Overview

Glide delivers documents from account opening and loan application workflows directly to your institution's SFTP server. This article explains the security controls built into that delivery pipeline and answers common questions about how your data is protected in transit and at rest.

SFTP (SSH File Transfer Protocol) is a cryptographically authenticated and encrypted protocol by design. Glide's standard configuration adds additional network-layer controls on top of that foundation to create a layered security posture consistent with FFIEC and NCUA guidance for regulated financial institutions.

Standard Security Controls

Every Glide SFTP integration includes the following controls by default. No additional configuration is required to enable them.

1.  Source-IP Allowlisting

Glide's firewall restricts all inbound SFTP connections to Glide's static outbound IP addresses. This means your SFTP server will only accept connection attempts originating from Glide's known infrastructure, materially reducing exposure to unsolicited or unauthorized access attempts.

2.  SSH-Encrypted Transport

The entire SFTP session, including authentication credentials and file contents, is encrypted end-to-end using SSH. No data is transmitted in cleartext over the network at any point.

3.  SSH Key-Based Authentication

Glide supports and recommends SSH key-based authentication, which is more secure than password-based access. If password authentication is used instead, it remains fully protected within the encrypted SSH session.

4.  Scoped User Permissions

The SFTP user Glide connects with is restricted to the designated delivery directory only. Access is limited in scope so that no other parts of your server are reachable through this connection.

5.  Monitoring and Logging

Glide monitors and logs all file delivery activity on its side of the connection. This provides an audit trail for troubleshooting and compliance purposes,

Optional: PGP File-Level Encryption

For institutions that want an additional layer of protection beyond the standard configuration, Glide offers optional PGP encryption.

When PGP is enabled, every document is encrypted with your institution's public key before it leaves Glide's systems. Files arrive on your SFTP server already encrypted at rest. Even a party with direct access to the SFTP server cannot read the files without your private key.

PGP encryption is not required. The standard configuration described above already provides strong protection for this workflow. However, if your institution's risk posture or compliance requirements call for file-level encryption at rest, Glide can enable this at your request. Contact your Glide implementation contact to discuss setup.

Read more: https://help.meetglide.com/articles/2861813870-pgp-sftp-encryption-configuration

Controls at a Glance

The table below summarizes the available security controls and their default status.

Common Security Questions

Can an attacker spoof Glide's IP address to gain access?

IP spoofing is not a realistic attack vector for an SFTP session.

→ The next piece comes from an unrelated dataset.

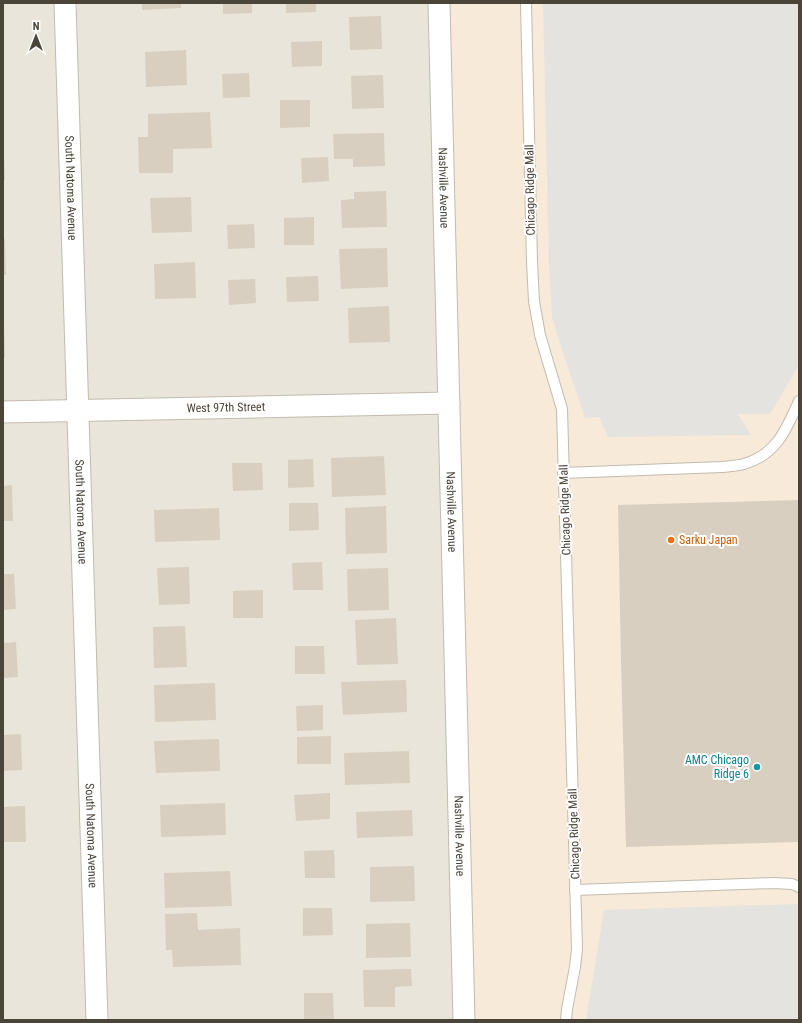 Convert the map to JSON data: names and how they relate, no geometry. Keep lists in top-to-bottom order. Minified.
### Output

Establishing an SSH connection requires completing a full TCP handshake and then negotiating an SSH key exchange, both of which require receiving return traffic from the server. An attacker cannot do this while spoofing a source IP. IP allowlisting is an additional network-layer control that sits on top of SSH's cryptographic authentication, not a substitute for it.

Is the SFTP port publicly accessible?

The SFTP port is restricted at the firewall to Glide's static outbound IPs. While the port must be reachable from Glide's infrastructure for delivery to work, the IP restriction ensures that connection attempts from any other source are blocked. This is a meaningful reduction in attack surface, even though it is not the same as full network isolation.

Are credentials or file contents ever sent in cleartext?

No. SFTP/SSH encrypts the entire session from the moment the connection is established, including the authentication handshake. Neither credentials nor file contents are transmitted in cleartext over the network at any point.

Does Glide support VPN tunnels for SFTP delivery?

Glide's document delivery pipeline is a separately operated service from core banking integrations (such as TrustGrid VPN connections). It has its own scheduling and monitoring infrastructure and is built to connect directly to FI-hosted SFTP endpoints. Glide does not currently support routing this service through customer VPN tunnels, as the two systems are architecturally distinct. The standard SFTP configuration provides a secure, risk-based control posture without a VPN.

Is this configuration compliant with FFIEC and NCUA requirements?

The controls Glide applies, including source-IP allowlisting, SSH-encrypted transport, strong authentication, scoped access, and optional file-level encryption, are consistent with a risk-based, layered-security approach commonly used in regulated environments operating under FFIEC and NCUA guidance. Your institution should assess these controls against your own compliance and risk management requirements.